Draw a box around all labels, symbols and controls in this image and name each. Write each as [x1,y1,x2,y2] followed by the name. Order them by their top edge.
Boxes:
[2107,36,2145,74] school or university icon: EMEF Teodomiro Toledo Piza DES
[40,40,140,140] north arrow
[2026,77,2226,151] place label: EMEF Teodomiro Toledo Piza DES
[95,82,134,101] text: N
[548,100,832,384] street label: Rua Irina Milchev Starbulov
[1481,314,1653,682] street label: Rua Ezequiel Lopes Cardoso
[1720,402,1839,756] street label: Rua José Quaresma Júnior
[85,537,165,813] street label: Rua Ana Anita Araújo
---
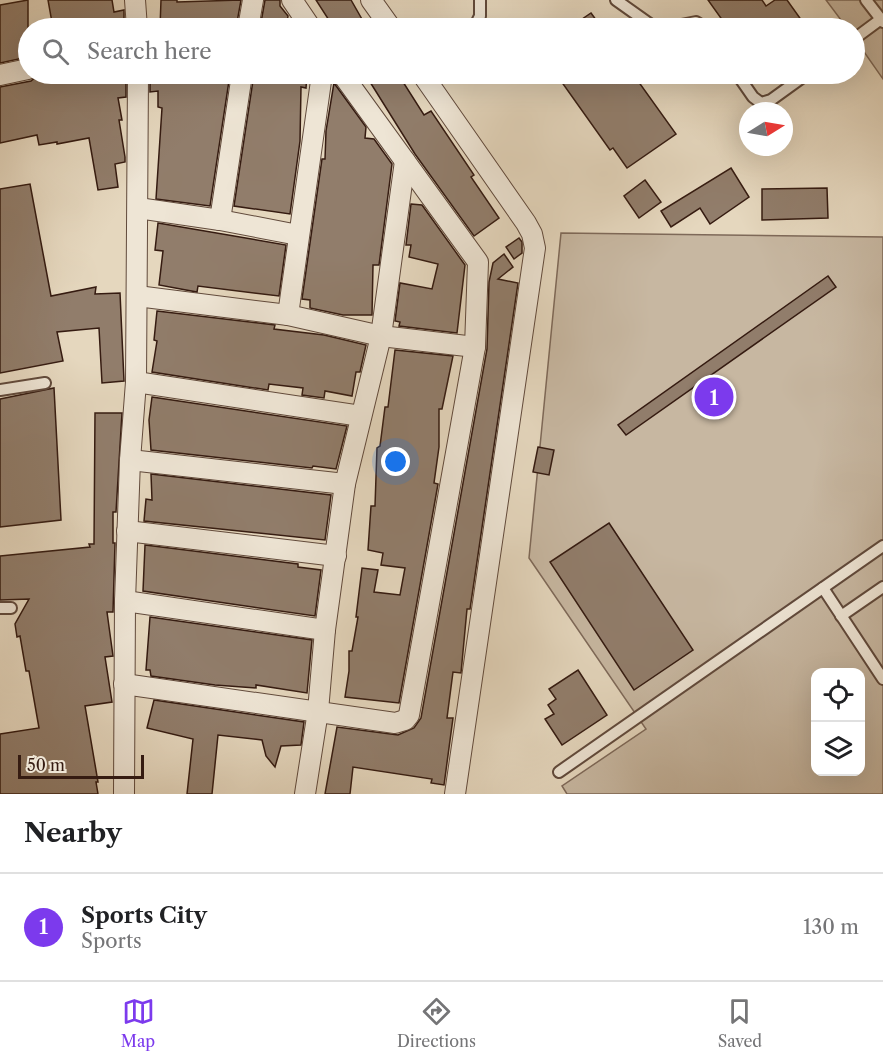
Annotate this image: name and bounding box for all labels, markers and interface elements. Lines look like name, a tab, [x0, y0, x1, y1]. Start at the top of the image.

— WHAT YOU NEED TO DO —
The answer must consist of every line above that contains the word "name".

— EXERCISE RESULT —
Draw a box around all labels, symbols and controls in this image and name each. Write each as [x1,y1,x2,y2] followed by the name. Order them by their top edge.
Annotate this image: name and bounding box for all labels, markers and interface elements. Lines look like name, a tab, [x0, y0, x1, y1]. Start at the top of the image.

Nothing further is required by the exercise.